PCI – partial coherence intereferometry; OLCI – optical low coherence interferometry; OLCR – optical low coherence reflectometry; SS-OCT – swept source optical coherence tomography; IOLMaster 500 (Carl Zeiss Meditec, Dublin, California, USA); AL-Scan (Nidek Co. Ltd., Gamagori, Japan); OA-1000 (Tomey, Nagoya, Japan); Lenstar LS900 (Haag-Streit, Koniz, Switzerland); Aladdin (Topcon Europe, Visia Imaging, San Giovanni Valdarno, Arezzo, Italy); Pentacam HR (Oculus, Wetzlar, Germany); Galilei G4 (Ziemer Ophthalmic Systems AG, Port, Switzerland); IOLMaster 700 (Carl Zeiss Meditec, Dublin, California, USA); Argos (Movu, Santa Clara, CA); OA-2000 (Tomey, Nagoya, Japan); ANTERION (Heidelberg Engineering GmbH, Heidelberg, Germany)

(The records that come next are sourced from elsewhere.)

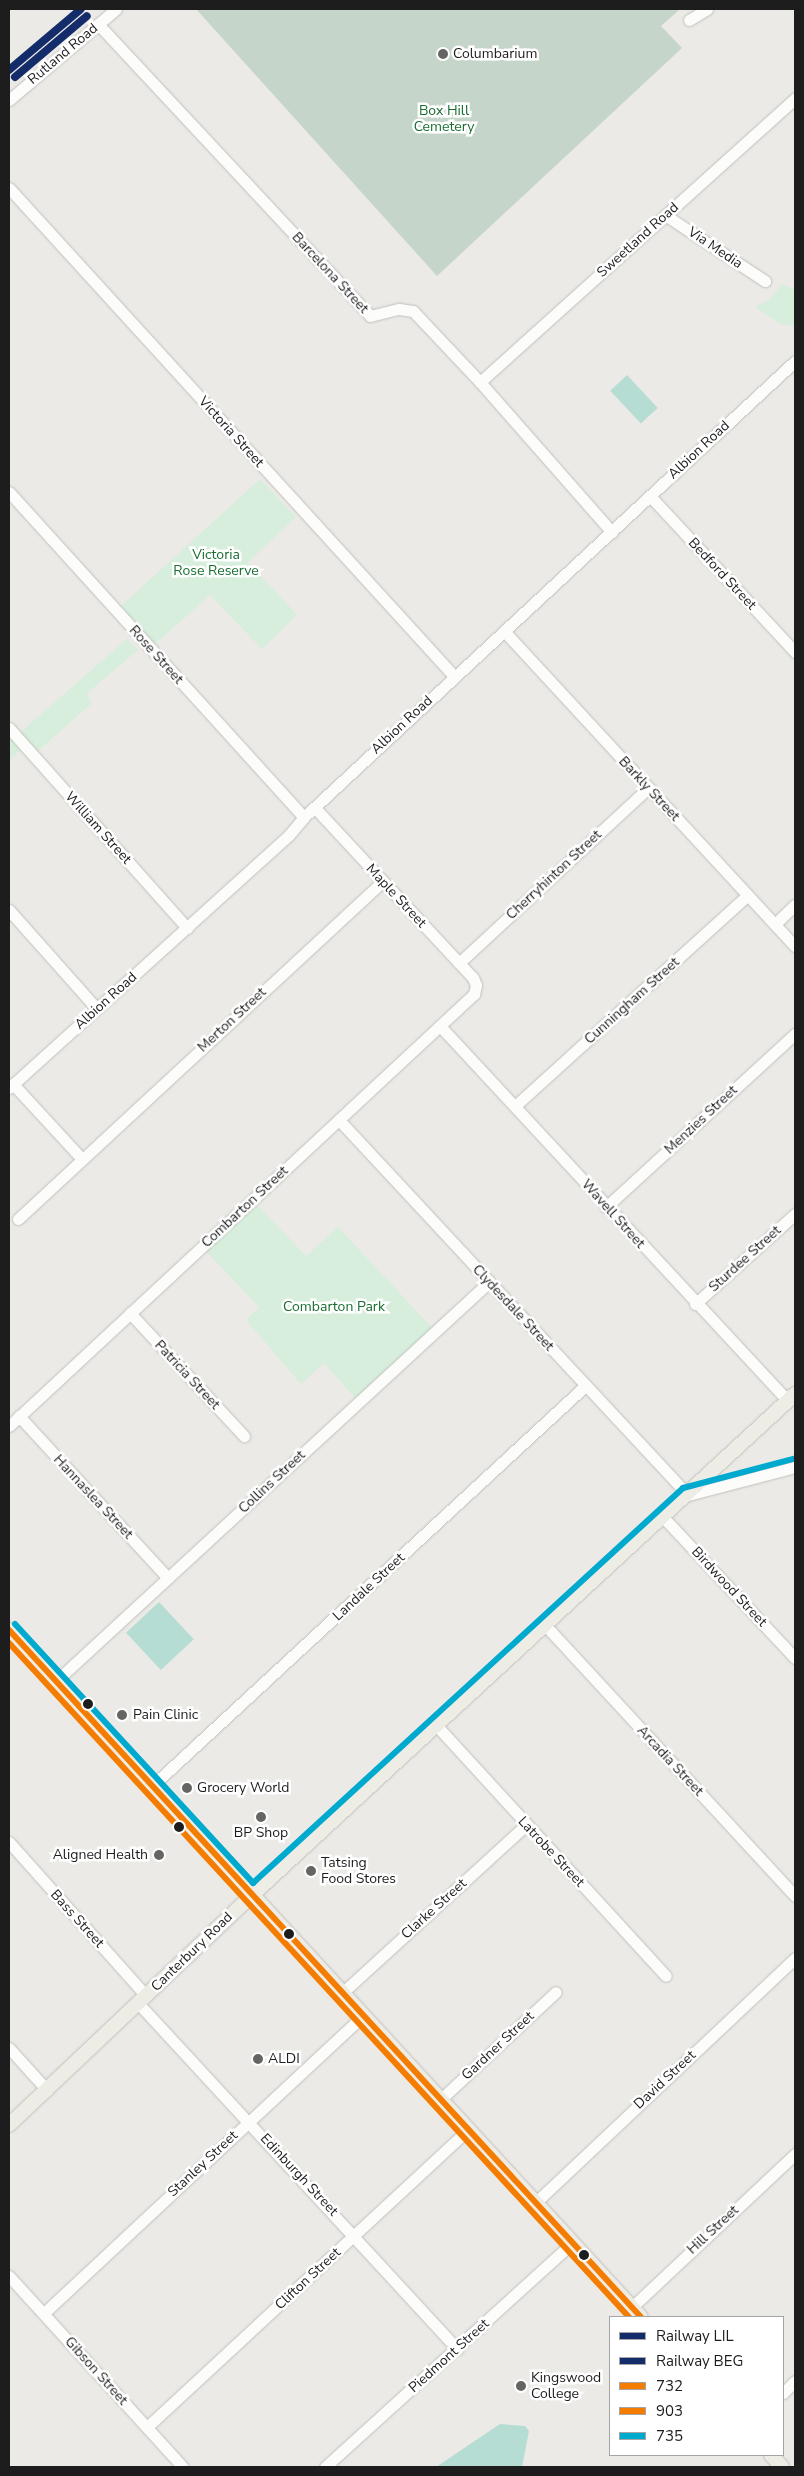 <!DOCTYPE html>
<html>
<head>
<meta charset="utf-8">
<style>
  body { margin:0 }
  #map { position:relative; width:804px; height:2476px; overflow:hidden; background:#ebeae6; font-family:"Nunito Sans",sans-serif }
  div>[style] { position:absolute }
  .cemetery>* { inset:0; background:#c6d5c9 }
  .park>* { inset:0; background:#d6eedb }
  .pitch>* { inset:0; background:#b6ddd4; transform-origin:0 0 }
  .roads { filter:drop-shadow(0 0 1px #c1c0be) drop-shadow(0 0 1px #c1c0be) }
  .minor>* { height:11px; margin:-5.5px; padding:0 5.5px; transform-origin:5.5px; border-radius:5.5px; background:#fcfcfb }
  .major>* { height:14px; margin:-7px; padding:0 7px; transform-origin:7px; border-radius:7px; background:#eeede5 }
  .bus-1>* { height:6px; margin:-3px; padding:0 3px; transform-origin:3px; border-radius:3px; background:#f47d01 }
  .bus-2>* { height:6px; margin:-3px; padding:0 3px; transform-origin:3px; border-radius:3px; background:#f47d01 }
  .bus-3>* { height:6px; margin:-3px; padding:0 3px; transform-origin:3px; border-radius:3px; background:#00a9ce }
  .rail-1>* { height:8px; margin:-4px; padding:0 4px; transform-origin:4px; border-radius:4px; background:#152c6b }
  .rail-2>* { height:8px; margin:-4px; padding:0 4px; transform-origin:4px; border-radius:4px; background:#152c6b }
  .dots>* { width:14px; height:14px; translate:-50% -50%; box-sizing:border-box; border:2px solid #fff; border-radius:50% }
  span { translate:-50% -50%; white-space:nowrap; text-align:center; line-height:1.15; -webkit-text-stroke:5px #fff; paint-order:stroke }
  .street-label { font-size:14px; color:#1d1d1d }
  .poi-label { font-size:14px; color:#1d1d1d }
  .left { translate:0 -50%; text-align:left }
  .right { translate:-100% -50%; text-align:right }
  .park-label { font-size:14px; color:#196d31 }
  .frame { position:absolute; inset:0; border:10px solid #1d1d1d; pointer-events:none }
  .legend { position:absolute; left:609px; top:2316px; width:175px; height:140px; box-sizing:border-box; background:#fff; border:1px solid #a5a5a5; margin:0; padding:6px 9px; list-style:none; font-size:15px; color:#1d1d1d }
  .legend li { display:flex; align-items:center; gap:10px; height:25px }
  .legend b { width:25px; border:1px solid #a5a5a5 }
</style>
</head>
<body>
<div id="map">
  <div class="cemetery">
    <div style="clip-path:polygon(196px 9px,680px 9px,661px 26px,682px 48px,437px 276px)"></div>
  </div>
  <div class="park">
    <div style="clip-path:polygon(782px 284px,795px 290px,795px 326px,781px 324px,755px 307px,770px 299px)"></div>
    <div style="clip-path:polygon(260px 479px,296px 517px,248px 562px,297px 615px,262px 649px,210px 595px,155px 644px,121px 606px)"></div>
    <div style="clip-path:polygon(127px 639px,138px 650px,87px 693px,91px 704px,33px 755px,25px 746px,9px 761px,9px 728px,16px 736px)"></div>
    <div style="clip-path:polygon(252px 1200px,306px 1256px,338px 1227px,435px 1331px,359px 1402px,324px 1363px,301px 1384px,246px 1320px,259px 1307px,202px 1247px)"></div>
  </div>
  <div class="pitch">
    <div style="left:627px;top:375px;width:45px;height:23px;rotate:47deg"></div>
    <div style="left:159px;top:1602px;width:51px;height:45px;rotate:47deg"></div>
    <div style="clip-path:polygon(500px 2424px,525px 2426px,529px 2431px,522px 2467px,436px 2467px)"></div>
  </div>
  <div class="roads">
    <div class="minor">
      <div style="left:689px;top:20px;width:21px;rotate:-31deg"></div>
      <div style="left:98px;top:24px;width:399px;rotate:47deg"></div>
      <div style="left:370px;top:316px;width:30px;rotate:-14deg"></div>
      <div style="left:399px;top:309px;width:14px;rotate:8deg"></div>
      <div style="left:413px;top:311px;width:98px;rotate:46.7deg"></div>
      <div style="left:480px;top:382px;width:200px;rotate:48.7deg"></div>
      <div style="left:9px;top:100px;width:140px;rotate:-40.4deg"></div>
      <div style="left:9px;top:188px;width:660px;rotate:47.64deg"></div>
      <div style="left:665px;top:215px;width:120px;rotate:33.4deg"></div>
      <div style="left:480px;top:382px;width:424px;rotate:-42deg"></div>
      <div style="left:9px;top:492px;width:439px;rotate:47.8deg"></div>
      <div style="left:650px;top:496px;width:213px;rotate:47.1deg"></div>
      <div style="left:504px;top:631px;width:429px;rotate:47.3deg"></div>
      <div style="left:9px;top:728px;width:268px;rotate:48.3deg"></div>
      <div style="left:9px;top:910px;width:132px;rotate:48.4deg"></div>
      <div style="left:775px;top:924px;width:28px;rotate:-44deg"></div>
      <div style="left:459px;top:963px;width:258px;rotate:-42.8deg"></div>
      <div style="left:440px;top:1026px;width:512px;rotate:47.14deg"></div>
      <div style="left:13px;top:1084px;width:102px;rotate:47.4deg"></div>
      <div style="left:9px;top:1088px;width:377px;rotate:-42.1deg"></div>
      <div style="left:289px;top:835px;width:23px;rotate:-50deg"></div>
      <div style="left:304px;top:817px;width:670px;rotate:-42.88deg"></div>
      <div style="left:515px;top:1106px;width:314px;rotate:-42.2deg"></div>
      <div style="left:339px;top:1120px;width:512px;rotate:47.06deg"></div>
      <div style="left:688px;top:1495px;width:111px;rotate:-14.7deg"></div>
      <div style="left:606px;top:1207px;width:256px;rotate:-42.5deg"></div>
      <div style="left:18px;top:1219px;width:496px;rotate:-42.8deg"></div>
      <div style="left:695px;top:1304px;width:135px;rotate:-42deg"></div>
      <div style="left:130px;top:1313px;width:168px;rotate:47.2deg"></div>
      <div style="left:19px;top:1416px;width:220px;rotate:47.4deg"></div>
      <div style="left:9px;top:1426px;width:635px;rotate:-42.89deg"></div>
      <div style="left:474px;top:994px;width:9px;rotate:-77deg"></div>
      <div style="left:476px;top:985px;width:8px;rotate:-113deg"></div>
      <div style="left:473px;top:978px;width:232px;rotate:-132.9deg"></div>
      <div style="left:663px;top:1517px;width:193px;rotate:46.9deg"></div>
      <div style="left:545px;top:1625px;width:369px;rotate:47.3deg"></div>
      <div style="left:56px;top:1681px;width:589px;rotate:-42.66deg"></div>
      <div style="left:436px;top:1725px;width:340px;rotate:47.5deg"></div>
      <div style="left:152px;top:1786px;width:589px;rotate:-42.73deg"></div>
      <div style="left:9px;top:1842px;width:206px;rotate:48.3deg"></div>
      <div style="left:342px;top:1993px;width:249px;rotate:-42.4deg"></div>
      <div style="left:138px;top:2003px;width:471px;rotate:47.3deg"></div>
      <div style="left:9px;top:2048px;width:57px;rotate:47.9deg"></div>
      <div style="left:440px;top:2100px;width:158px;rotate:-43deg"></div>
      <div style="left:535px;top:2203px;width:357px;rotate:-43.3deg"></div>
      <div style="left:9px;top:2276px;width:258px;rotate:47.7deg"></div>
      <div style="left:632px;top:2307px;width:224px;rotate:-43.2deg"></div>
      <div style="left:44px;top:2313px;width:436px;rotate:-43deg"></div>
      <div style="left:783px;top:2393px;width:17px;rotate:-45deg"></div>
      <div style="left:147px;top:2427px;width:437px;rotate:-42.8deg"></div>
      <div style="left:325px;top:2467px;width:333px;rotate:-42.2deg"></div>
    </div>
    <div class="major">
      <div style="left:9px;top:1630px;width:933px;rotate:47.39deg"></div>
      <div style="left:9px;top:2125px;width:351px;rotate:-43.4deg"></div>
      <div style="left:264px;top:1884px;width:723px;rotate:-42.7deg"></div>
      <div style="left:771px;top:2455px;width:16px;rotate:47deg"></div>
    </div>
  </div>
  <div class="bus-1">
    <div style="left:9px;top:1630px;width:933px;rotate:47.39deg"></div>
  </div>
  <div class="bus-2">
    <div style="left:9px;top:1643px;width:916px;rotate:47.39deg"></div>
  </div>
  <div class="bus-3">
    <div style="left:15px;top:1624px;width:352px;rotate:47.4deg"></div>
    <div style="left:253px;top:1883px;width:584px;rotate:-42.57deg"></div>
    <div style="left:683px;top:1488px;width:114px;rotate:-14.8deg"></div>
  </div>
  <div class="rail-1">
    <div style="left:9px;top:70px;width:94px;rotate:-40.3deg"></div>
  </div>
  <div class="rail-2">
    <div style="left:15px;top:77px;width:94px;rotate:-40.3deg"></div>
  </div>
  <div class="dots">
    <div style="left:443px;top:54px;background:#656563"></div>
    <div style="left:88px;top:1704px;background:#1d1d1d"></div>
    <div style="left:122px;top:1715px;background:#656563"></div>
    <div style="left:187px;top:1788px;background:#656563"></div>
    <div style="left:261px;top:1817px;background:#656563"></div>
    <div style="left:179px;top:1827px;background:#1d1d1d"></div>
    <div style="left:159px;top:1855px;background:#656563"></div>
    <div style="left:311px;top:1871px;background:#656563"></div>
    <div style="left:289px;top:1934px;background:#1d1d1d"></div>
    <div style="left:258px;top:2059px;background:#656563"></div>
    <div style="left:584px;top:2255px;background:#1d1d1d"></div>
    <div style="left:521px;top:2386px;background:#656563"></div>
  </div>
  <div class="street-label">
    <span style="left:63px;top:54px;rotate:-40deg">Rutland Road</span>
    <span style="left:638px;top:240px;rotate:-42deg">Sweetland Road</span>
    <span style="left:715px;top:248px;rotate:34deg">Via Media</span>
    <span style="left:330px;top:273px;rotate:47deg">Barcelona Street</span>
    <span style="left:231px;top:432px;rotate:48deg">Victoria Street</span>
    <span style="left:699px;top:450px;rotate:-43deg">Albion Road</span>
    <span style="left:722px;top:574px;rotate:47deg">Bedford Street</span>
    <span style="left:156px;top:655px;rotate:48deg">Rose Street</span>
    <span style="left:402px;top:725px;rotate:-43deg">Albion Road</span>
    <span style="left:649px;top:789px;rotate:47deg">Barkly Street</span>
    <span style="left:98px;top:828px;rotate:48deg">William Street</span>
    <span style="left:554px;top:875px;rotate:-43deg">Cherryhinton Street</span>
    <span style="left:396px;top:896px;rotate:47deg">Maple Street</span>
    <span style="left:106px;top:1001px;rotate:-42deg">Albion Road</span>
    <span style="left:632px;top:1001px;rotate:-42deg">Cunningham Street</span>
    <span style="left:232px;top:1020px;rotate:-43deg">Merton Street</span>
    <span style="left:701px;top:1120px;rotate:-43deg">Menzies Street</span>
    <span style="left:245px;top:1207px;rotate:-43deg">Combarton Street</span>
    <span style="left:613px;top:1214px;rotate:48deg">Wavell Street</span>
    <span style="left:745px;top:1259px;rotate:-42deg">Sturdee Street</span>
    <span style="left:513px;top:1308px;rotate:47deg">Clydesdale Street</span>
    <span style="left:187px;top:1375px;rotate:47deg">Patricia Street</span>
    <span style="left:272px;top:1482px;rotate:-43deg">Collins Street</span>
    <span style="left:93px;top:1497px;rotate:47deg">Hannaslea Street</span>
    <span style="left:369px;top:1587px;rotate:-43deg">Landale Street</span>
    <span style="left:729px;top:1587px;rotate:47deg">Birdwood Street</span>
    <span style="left:670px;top:1761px;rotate:47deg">Arcadia Street</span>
    <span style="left:551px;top:1852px;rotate:47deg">Latrobe Street</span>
    <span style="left:434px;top:1909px;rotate:-42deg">Clarke Street</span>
    <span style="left:77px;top:1919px;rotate:48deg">Bass Street</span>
    <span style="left:192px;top:1952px;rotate:-44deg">Canterbury Road</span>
    <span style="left:498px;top:2046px;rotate:-43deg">Gardner Street</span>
    <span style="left:665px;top:2080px;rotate:-43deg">David Street</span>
    <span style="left:203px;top:2164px;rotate:-43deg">Stanley Street</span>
    <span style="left:299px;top:2175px;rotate:47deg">Edinburgh Street</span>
    <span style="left:713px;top:2230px;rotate:-43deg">Hill Street</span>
    <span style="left:308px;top:2279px;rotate:-43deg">Clifton Street</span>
    <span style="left:449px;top:2356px;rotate:-42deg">Piedmont Street</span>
    <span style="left:96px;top:2371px;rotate:48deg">Gibson Street</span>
  </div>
  <div class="poi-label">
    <span class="left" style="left:453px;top:54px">Columbarium</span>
    <span class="left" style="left:133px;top:1715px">Pain Clinic</span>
    <span class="left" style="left:197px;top:1788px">Grocery World</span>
    <span style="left:261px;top:1833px">BP Shop</span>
    <span class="right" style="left:148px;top:1855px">Aligned Health</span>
    <span class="left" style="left:321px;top:1871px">Tatsing<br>Food Stores</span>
    <span class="left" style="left:268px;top:2059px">ALDI</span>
    <span class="left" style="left:531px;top:2386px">Kingswood<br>College</span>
  </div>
  <div class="park-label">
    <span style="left:444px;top:119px">Box Hill<br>Cemetery</span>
    <span style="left:216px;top:563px">Victoria<br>Rose Reserve</span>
    <span style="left:334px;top:1307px">Combarton Park</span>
  </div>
  <div class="frame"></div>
  <ul class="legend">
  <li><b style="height:6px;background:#152c6b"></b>Railway LIL</li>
  <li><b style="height:6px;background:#152c6b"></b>Railway BEG</li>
  <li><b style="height:6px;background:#f47d01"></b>732</li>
  <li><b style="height:6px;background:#f47d01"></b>903</li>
  <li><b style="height:6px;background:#00a9ce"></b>735</li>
  </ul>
</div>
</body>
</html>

Table 1. IOL biometers categorized by technology.

 

 

 

  1. Diagrams for different correction methods (e.g. relaxing incision) should also been illustrated for a better understanding.

 

Thank you for your insightful suggestion. We hope that the intraoperative photograph in Figure 2 can convey the appearance and details of an arcuate incision (i.e. location, length, contour). We do agree that a single illustration inclusive of different types of clear corneal incisions (e.g. limbal relaxing incisions and arcuate keratotomies) may more accurately delineate the nuanced differences between each. However, at this time we are unable to produce a schematic illustration due to resource limitations. We have modified the caption for Figure 2.

 

Line 252-254, Page 7, Section 3.3. Femtosecond laser-assisted arcuate keratotomy

 

Figure 2. Intraoperative photograph demonstrating the opening of a femtosecond laser-assisted arcuate keratotomy. Note the location, length, and contour of this clear corneal arcuate incision nasally.